Copy nothing past the line containing "position:relative; width:2235px; height:1235px;". Transcribe every line of the listing below up to and including it, from the first, except pictures.

====== INPUT DATA ======

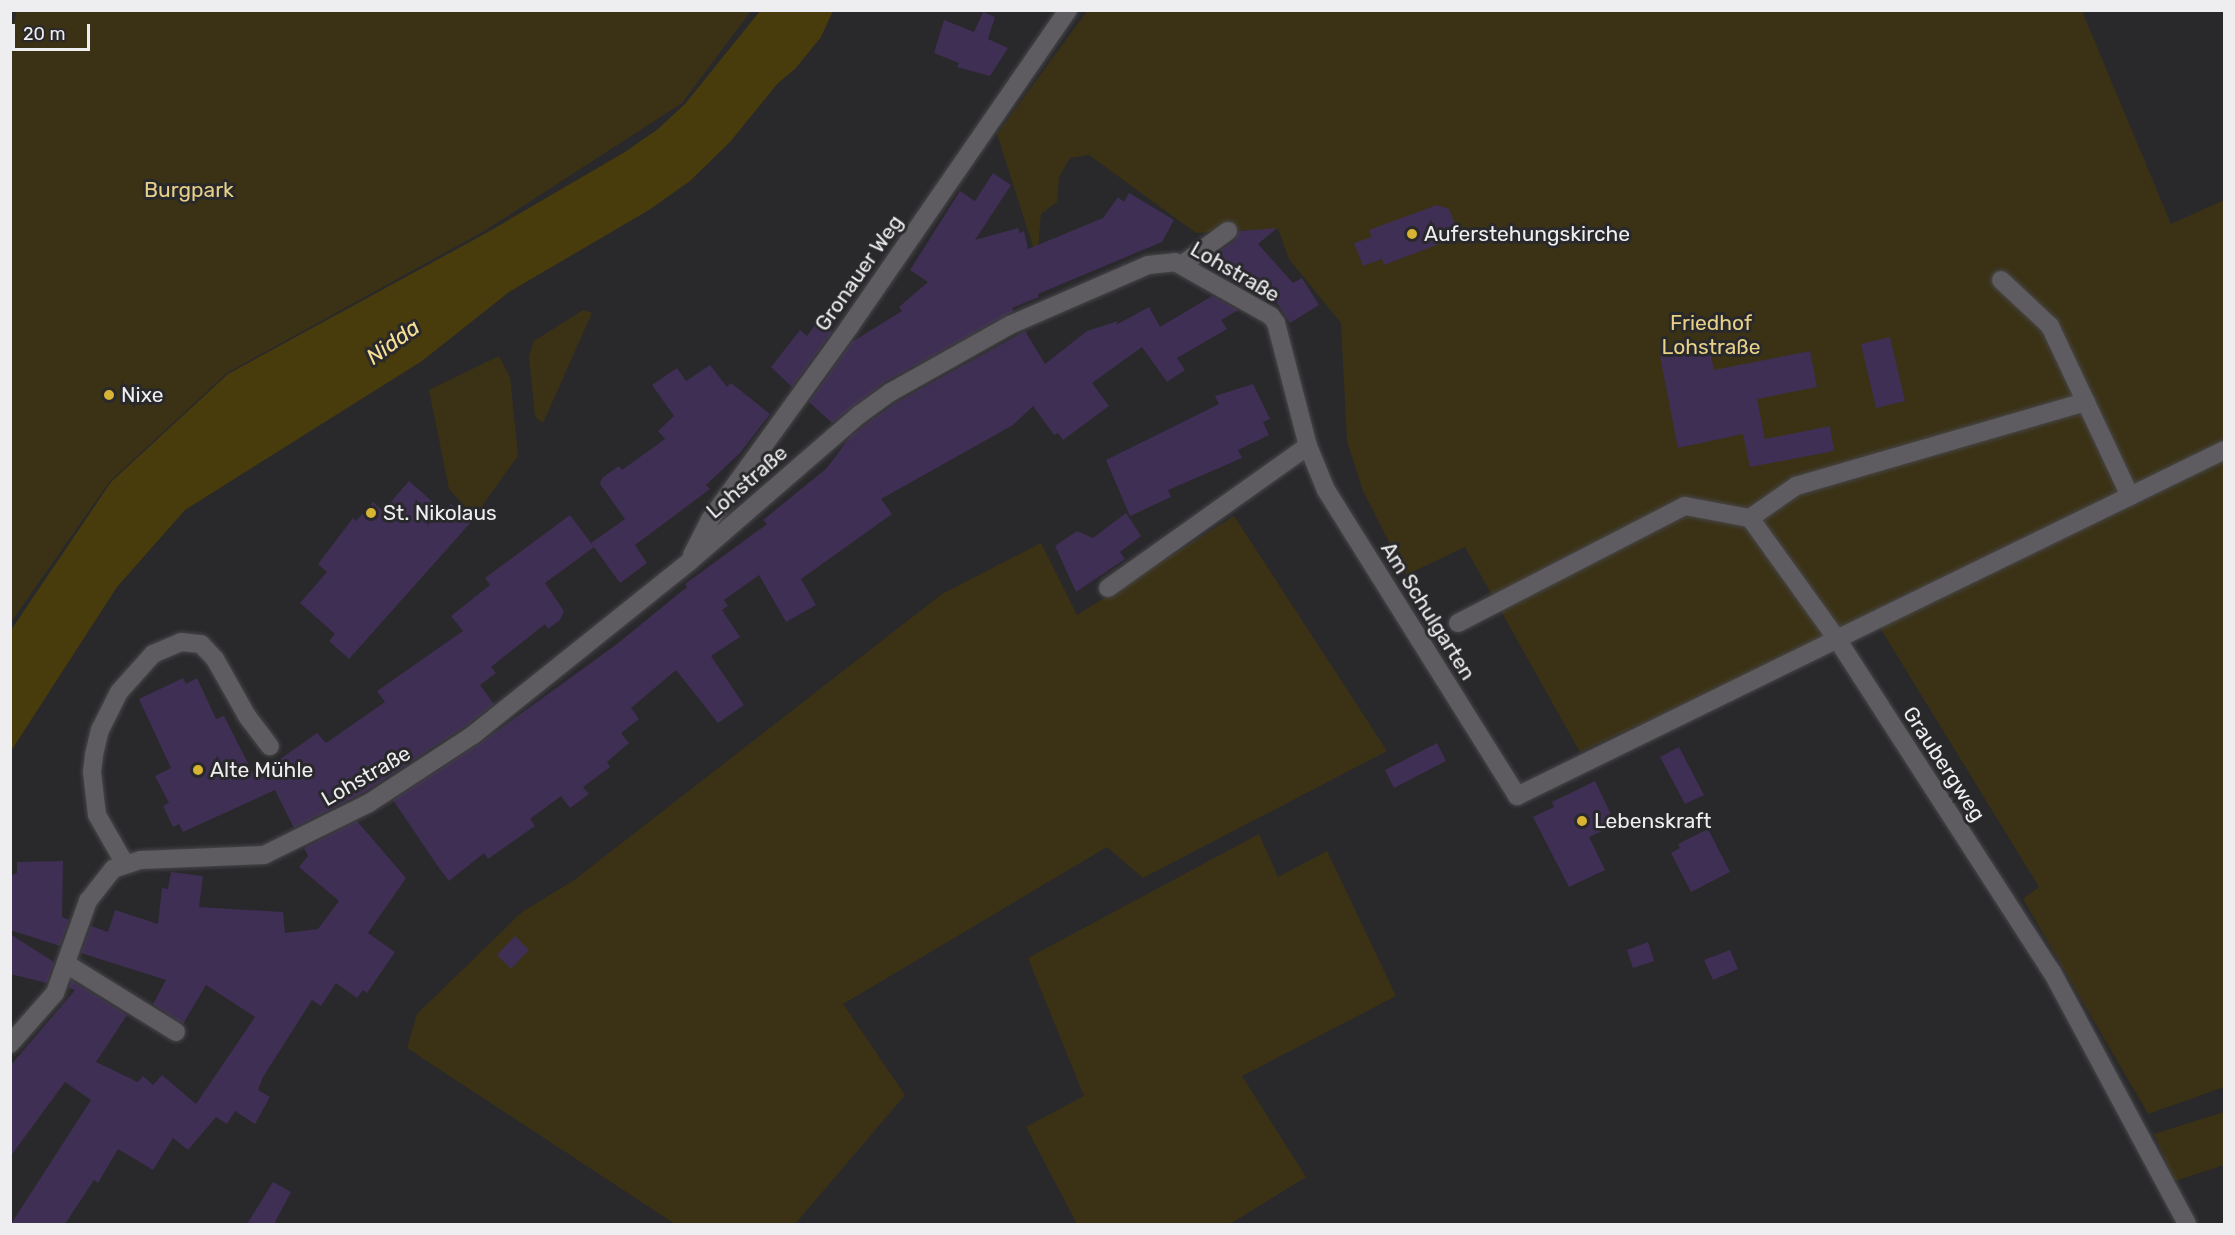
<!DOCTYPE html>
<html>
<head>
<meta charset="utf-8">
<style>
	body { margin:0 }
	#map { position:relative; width:2235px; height:1235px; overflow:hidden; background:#29282b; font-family:Rubik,sans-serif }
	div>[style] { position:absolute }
	.green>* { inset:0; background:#3b3216 }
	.water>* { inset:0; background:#483b0c }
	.building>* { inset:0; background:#3f2f54 }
	.roads { filter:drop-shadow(0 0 2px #474649) drop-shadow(0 0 2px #474649) }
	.minor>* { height:18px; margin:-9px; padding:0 9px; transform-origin:9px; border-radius:9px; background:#5e5c60 }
	.dots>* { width:16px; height:16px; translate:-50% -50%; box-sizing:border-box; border:3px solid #29282b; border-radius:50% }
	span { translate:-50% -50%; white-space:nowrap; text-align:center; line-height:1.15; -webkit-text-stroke:6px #29282b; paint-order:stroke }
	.park-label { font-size:21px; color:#e7d188 }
	.poi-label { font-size:21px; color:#eeedef }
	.left { translate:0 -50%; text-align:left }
	.street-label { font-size:21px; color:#eeedef }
	.water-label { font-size:22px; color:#f6e097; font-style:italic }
	.frame { position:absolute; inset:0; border:12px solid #eeedef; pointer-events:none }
	.scale { position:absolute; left:12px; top:24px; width:78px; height:27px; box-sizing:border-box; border:3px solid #eeedef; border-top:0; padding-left:8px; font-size:18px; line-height:21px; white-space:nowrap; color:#eeedef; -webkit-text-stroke:4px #29282b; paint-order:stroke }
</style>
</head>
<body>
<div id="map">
	<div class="green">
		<i style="clip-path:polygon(17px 11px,17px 10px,751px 11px,682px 103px,486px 230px,227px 373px,110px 481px,11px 622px,10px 38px)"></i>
		<i style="clip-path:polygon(1087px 11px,2082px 11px,2171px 224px,2224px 200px,2224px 1087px,2148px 1114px,2023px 899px,2039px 887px,1874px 618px,1580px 752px,1465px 547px,1406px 575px,1363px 491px,1347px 441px,1341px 323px,1289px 259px,1278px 229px,1196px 233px,1089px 155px,1070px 158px,1059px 177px,1057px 202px,1041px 214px,1037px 259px,997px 134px)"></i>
		<i style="clip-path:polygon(583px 310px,592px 313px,543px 423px,535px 417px,529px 356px,534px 341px)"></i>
		<i style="clip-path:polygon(499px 356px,510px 377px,518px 456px,474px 517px,449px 489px,429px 390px)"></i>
		<i style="clip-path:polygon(1234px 516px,1387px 751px,1143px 878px,1107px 847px,843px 1004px,905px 1095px,795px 1224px,675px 1224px,407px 1048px,417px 1014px,522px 912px,573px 881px,942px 594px,1041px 543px,1077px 615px)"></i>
		<i style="clip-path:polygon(1259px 834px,1278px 877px,1327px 851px,1396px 996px,1242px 1076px,1306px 1177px,1230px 1224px,1077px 1224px,1026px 1127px,1084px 1096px,1028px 958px)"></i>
		<i style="clip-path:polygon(2224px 1112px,2224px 1165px,2175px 1181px,2154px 1134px)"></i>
	</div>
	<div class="water">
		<i style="clip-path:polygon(760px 11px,833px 11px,821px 37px,795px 69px,778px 83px,730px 142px,690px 181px,649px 210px,509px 292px,422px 361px,185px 510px,117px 587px,11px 751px,11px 630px,111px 482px,228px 374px,488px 232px,625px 152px,658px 129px,685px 104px)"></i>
	</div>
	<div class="building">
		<i style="clip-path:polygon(983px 12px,995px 17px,988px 39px,1008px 48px,990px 76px,957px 67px,959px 63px,934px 53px,944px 20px,974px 32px)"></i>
		<i style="clip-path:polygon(993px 173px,1011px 185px,975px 240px,1018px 228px,1020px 233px,1024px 231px,1028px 249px,1103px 218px,1118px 197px,1124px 202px,1129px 193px,1174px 220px,1162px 242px,1038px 294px,1039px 297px,1012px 308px,1014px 311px,885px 382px,832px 423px,809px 402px,852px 342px,902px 311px,899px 307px,928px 282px,910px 270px,960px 191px,975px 201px)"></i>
		<i style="clip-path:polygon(1437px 205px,1449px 209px,1460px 236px,1384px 265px,1382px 259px,1363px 266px,1354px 243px,1372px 237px,1369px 230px)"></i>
		<i style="clip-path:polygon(1277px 228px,1258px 244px,1293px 283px,1302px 278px,1319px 305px,1290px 323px,1270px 292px,1261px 297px,1234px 282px,1212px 257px,1235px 240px,1239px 231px)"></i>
		<i style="clip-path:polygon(1212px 296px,1238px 310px,1221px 320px,1227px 329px,1177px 358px,1185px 370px,1167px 382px,1142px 347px,1092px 383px,1109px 406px,1063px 440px,1058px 433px,1054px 435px,1033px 406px,1013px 425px,881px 499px,892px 514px,801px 579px,816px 605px,786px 622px,759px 575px,724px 600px,728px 606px,722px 610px,740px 637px,711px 656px,744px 705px,718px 723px,676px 670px,631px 708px,639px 719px,621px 733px,629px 743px,607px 762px,610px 767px,583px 787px,589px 794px,570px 808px,561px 796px,530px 819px,535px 826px,488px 859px,484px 853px,449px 881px,439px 868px,393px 800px,479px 744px,617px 644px,687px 587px,685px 584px,767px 524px,763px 520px,827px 468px,849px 438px,866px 424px,897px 402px,1025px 331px,1045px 364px,1087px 331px,1118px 321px,1116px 325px,1149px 307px,1160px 327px)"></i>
		<i style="clip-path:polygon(818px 321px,832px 332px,792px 387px,771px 367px,800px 330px,807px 336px)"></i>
		<i style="clip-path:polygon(1890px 337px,1905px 401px,1876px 408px,1861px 344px)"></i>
		<i style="clip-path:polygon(1709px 346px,1714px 370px,1810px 351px,1817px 387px,1757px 399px,1765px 439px,1830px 426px,1834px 451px,1750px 467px,1743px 434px,1678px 448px,1660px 356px)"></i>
		<i style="clip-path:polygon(710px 365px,727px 387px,731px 383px,770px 414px,740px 453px,706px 485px,710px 489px,635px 545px,647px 563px,620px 583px,591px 543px,625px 519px,600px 484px,602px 478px,619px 466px,622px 470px,665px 439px,658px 431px,674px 416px,652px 385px,677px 368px,686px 381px)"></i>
		<i style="clip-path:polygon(1253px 384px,1270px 419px,1263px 422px,1269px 435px,1238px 450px,1242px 458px,1168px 490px,1171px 497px,1130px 516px,1106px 460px,1219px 404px,1215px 396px)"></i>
		<i style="clip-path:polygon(409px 481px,444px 512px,451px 504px,472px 521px,349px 659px,329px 641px,335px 634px,300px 603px,327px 572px,318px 564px,353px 518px,356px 521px,373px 502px,383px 511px)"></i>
		<i style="clip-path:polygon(1126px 513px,1141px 536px,1120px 552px,1125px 559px,1076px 592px,1055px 546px,1077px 531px,1093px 538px)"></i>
		<i style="clip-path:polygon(570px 515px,594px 547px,545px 583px,564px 611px,560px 620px,548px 629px,545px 624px,491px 667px,496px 673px,480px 685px,494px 704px,466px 726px,363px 793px,294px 828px,275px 790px,183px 832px,179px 824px,173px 827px,163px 806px,169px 803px,155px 776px,171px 768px,139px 699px,183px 678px,186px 684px,197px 678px,216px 719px,224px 716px,255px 777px,317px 733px,326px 743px,385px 702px,377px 691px,463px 631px,451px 616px,490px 585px,485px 578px)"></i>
		<i style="clip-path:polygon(1437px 743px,1446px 761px,1394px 788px,1385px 770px)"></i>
		<i style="clip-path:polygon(1679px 747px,1704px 795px,1685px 804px,1660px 757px)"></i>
		<i style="clip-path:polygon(1595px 781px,1616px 825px,1589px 837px,1605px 870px,1569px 887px,1533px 817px,1554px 807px,1552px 802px)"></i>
		<i style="clip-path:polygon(357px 821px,406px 878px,368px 933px,395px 952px,367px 993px,363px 990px,357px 998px,336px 983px,321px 1006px,312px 1000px,263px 1077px,258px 1090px,270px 1097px,255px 1124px,235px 1111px,227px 1124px,216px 1117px,188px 1150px,173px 1138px,153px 1170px,118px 1149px,98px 1183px,94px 1180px,65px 1224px,11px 1224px,91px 1100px,65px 1082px,10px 1157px,10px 1066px,75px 990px,69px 988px,71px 980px,127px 1015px,96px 1062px,138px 1082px,143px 1076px,153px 1085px,162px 1075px,196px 1104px,255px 1017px,206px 985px,183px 1024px,153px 1004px,166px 980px,81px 953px,91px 926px,108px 932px,115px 910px,158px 924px,162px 888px,168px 889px,171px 872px,203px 876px,199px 907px,283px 912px,285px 933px,318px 929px,339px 901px,299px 867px,308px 856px,304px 848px)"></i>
		<i style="clip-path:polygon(1708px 829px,1730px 872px,1691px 892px,1671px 853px,1680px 848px,1678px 844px)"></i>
		<i style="clip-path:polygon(63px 861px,62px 917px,69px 920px,60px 946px,10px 930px,10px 876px,17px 873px,17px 862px)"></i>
		<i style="clip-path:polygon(10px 934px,54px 962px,47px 983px,10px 974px)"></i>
		<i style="clip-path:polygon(515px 936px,529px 950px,511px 969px,497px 955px)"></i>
		<i style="clip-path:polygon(1648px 942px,1654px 961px,1633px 968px,1627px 950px)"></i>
		<i style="clip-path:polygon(1730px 950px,1738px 969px,1713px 980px,1704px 960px)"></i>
		<i style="clip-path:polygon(273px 1182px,291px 1192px,274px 1224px,247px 1224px)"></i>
	</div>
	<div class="roads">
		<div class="minor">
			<i style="left:1183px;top:264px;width:56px;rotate:-36.3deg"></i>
			<i style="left:2001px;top:280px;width:67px;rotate:43.2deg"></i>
			<i style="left:2050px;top:326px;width:188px;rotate:64.8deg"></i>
			<i style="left:1750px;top:518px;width:56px;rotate:-34.8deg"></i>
			<i style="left:1796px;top:486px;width:302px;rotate:-16.2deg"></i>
			<i style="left:692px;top:555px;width:38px;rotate:-63deg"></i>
			<i style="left:709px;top:521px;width:241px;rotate:-54.1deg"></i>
			<i style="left:850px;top:326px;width:384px;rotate:-55.4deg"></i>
			<i style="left:1108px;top:588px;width:245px;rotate:-35.4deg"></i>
			<i style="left:1458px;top:623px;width:255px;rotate:-27.3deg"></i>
			<i style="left:1685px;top:506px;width:66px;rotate:10.5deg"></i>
			<i style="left:1750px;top:518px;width:149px;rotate:54.3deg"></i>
			<i style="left:1837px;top:639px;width:431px;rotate:-26deg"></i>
			<i style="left:125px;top:864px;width:56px;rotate:-119.7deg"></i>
			<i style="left:97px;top:815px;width:43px;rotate:-96.6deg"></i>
			<i style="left:92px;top:772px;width:17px;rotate:-83deg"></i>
			<i style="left:94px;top:755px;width:26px;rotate:-77deg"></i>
			<i style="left:100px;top:730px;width:42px;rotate:-63.4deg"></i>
			<i style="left:119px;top:692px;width:51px;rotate:-48.2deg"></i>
			<i style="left:153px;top:654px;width:30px;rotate:-23deg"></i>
			<i style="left:181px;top:642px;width:20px;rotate:6deg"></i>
			<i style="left:201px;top:644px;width:21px;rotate:47deg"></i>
			<i style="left:215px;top:659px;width:65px;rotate:60.7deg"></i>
			<i style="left:247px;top:716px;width:38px;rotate:53deg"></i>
			<i style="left:68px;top:965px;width:127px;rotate:31.8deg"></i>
			<i style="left:10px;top:1044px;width:68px;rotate:-48.6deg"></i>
			<i style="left:55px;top:993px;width:98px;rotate:-70.3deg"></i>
			<i style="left:88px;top:901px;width:41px;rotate:-52deg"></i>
			<i style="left:113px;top:869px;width:29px;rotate:-18deg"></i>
			<i style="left:141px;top:860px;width:123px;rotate:-2.3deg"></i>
			<i style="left:264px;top:855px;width:117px;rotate:-26.3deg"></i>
			<i style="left:369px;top:803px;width:124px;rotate:-33.2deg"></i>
			<i style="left:473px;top:735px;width:277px;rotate:-38.7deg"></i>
			<i style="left:689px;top:562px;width:225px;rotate:-40.9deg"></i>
			<i style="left:859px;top:415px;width:39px;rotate:-36deg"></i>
			<i style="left:891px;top:392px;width:137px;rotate:-29.4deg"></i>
			<i style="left:1010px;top:325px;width:150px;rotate:-23.5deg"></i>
			<i style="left:1148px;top:265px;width:27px;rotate:-6deg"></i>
			<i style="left:1175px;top:262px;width:110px;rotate:29.4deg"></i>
			<i style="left:1271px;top:316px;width:9px;rotate:54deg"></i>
			<i style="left:1276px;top:323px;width:127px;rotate:75.4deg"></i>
			<i style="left:1308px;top:446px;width:48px;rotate:67.8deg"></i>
			<i style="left:1326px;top:490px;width:361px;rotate:58deg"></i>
			<i style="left:1517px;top:796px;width:356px;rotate:-26.1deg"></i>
			<i style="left:1837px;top:639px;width:396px;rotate:57.2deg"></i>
			<i style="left:2052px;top:972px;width:286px;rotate:61.8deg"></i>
		</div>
	</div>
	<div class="dots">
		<i style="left:1412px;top:234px;background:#d7b434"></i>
		<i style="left:109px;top:395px;background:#d7b434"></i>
		<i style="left:371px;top:513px;background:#d7b434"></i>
		<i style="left:198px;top:770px;background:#d7b434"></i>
		<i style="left:1582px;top:821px;background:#d7b434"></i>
	</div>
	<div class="park-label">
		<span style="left:189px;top:190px">Burgpark</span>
		<span style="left:1711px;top:335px">Friedhof<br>Lohstraße</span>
	</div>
	<div class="poi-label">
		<span class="left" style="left:1424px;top:234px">Auferstehungskirche</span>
		<span class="left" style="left:121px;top:395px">Nixe</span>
		<span class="left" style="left:383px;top:513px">St. Nikolaus</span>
		<span class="left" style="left:210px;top:770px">Alte Mühle</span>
		<span class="left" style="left:1594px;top:821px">Lebenskraft</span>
	</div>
	<div class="street-label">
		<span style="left:1235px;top:272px;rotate:30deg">Lohstraße</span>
		<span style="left:859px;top:273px;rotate:-55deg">Gronauer Weg</span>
		<span style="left:747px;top:482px;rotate:-41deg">Lohstraße</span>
		<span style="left:1428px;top:611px;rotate:58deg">Am Schulgarten</span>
		<span style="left:1944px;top:764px;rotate:57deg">Graubergweg</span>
		<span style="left:366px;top:776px;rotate:-30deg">Lohstraße</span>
	</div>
	<div class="water-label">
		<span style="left:393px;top:342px;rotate:-36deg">Nidda</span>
	</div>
	<div class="frame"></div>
	<div class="scale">20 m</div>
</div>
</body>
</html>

======

### WRITTEN ANSWER
<!DOCTYPE html>
<html>
<head>
<meta charset="utf-8">
<style>
	body { margin:0 }
	#map { position:relative; width:2235px; height:1235px; overflow:hidden; background:#29282b; font-family:Rubik,sans-serif }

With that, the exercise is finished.